Minimal script to reproduce the Pandas 3.0 ArrowStringArray issue with HDMF.
To run with uv:
uv run reproduce_pandas3_issue.py
Expected behavior: Script should fail with TypeError about ArrowStringArray
"""
import pandas as pd
import numpy as np
from hdmf.common import VectorData
# Verify we're using pandas 3.0+
assert pd.__version__ >= '3.0.0', f"This script requires pandas 3.0+, found {pd.__version__}"
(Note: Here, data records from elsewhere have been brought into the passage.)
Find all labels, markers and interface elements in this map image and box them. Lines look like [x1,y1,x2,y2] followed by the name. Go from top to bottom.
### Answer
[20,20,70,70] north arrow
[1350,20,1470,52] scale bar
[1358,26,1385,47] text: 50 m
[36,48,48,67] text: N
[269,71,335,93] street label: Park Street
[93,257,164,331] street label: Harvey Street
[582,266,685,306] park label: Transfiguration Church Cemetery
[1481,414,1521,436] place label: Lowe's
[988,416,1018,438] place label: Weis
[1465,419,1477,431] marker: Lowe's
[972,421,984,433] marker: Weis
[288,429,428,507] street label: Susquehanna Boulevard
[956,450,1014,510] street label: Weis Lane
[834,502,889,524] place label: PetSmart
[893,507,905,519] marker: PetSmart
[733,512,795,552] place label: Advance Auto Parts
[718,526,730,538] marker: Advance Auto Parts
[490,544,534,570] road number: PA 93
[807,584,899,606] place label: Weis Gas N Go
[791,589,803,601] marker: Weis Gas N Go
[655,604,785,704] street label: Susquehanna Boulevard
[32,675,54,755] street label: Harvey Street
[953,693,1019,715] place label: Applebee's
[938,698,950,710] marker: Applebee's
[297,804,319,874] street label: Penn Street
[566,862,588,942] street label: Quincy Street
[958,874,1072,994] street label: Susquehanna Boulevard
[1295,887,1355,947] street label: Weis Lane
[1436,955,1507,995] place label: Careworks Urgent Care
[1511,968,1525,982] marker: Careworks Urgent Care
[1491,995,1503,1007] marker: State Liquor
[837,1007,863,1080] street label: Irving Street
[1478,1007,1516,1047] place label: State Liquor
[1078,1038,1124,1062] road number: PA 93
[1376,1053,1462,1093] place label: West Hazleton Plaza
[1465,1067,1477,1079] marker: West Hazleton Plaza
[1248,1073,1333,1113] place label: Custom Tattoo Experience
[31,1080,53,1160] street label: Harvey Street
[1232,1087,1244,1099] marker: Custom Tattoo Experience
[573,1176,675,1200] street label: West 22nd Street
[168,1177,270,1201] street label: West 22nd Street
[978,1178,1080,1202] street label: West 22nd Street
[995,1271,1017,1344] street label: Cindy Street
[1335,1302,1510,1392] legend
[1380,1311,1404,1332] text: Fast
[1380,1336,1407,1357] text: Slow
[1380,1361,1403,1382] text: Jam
# Create a simple DataFrame with string data
# In pandas 3.0+, this automatically uses ArrowStringArray
df = pd.DataFrame({
'animal': ['cat', 'dog', 'bird'],
'sound': ['meow', 'woof', 'chirp']
})
# This will FAIL with pandas 3.0+ because .values returns ArrowStringArray
# which HDMF doesn't recognize as a valid type
vector_data = VectorData(
name='animal',
description='Animal names',
data=df['animal'].values # Returns ArrowStringArray in pandas 3.0+
)
print("SUCCESS: VectorData created (this means the issue is fixed!)")Save this as reproduce_pandas3_issue.py and run with uv run reproduce_pandas3_issue.py
As a further complication that can be discussed in a separate issue, nullable integers (IntegerArray) and nullable booleans (BooleanArray) currently fail in a similar way to string types, but their behavior with .to_numpy() is more complicated and may warrant raising an error instead of automatic conversion. For nullable integers, .to_numpy() converts to float64 (losing type information), and for nullable booleans it converts to object dtype with pd.NA values that may not serialize correctly to HDF5.